### TASK REQUIREMENTS
Your answer should be the data below, reproduced with nothing changed.

### DATA SEGMENT

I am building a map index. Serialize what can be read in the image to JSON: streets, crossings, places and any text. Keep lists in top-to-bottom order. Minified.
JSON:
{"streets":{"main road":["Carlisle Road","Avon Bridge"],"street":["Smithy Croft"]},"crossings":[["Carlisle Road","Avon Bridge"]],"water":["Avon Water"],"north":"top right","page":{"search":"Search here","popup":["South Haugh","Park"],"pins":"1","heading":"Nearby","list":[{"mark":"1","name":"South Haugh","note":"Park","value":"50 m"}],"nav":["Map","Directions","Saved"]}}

### ANSWER BELOW
I am building a map index. Serialize what can be read in the image to JSON: streets, crossings, places and any text. Keep lists in top-to-bottom order. Minified.
JSON:
{"streets":{"main road":["Carlisle Road","Avon Bridge"],"street":["Smithy Croft"]},"crossings":[["Carlisle Road","Avon Bridge"]],"water":["Avon Water"],"north":"top right","page":{"search":"Search here","popup":["South Haugh","Park"],"pins":"1","heading":"Nearby","list":[{"mark":"1","name":"South Haugh","note":"Park","value":"50 m"}],"nav":["Map","Directions","Saved"]}}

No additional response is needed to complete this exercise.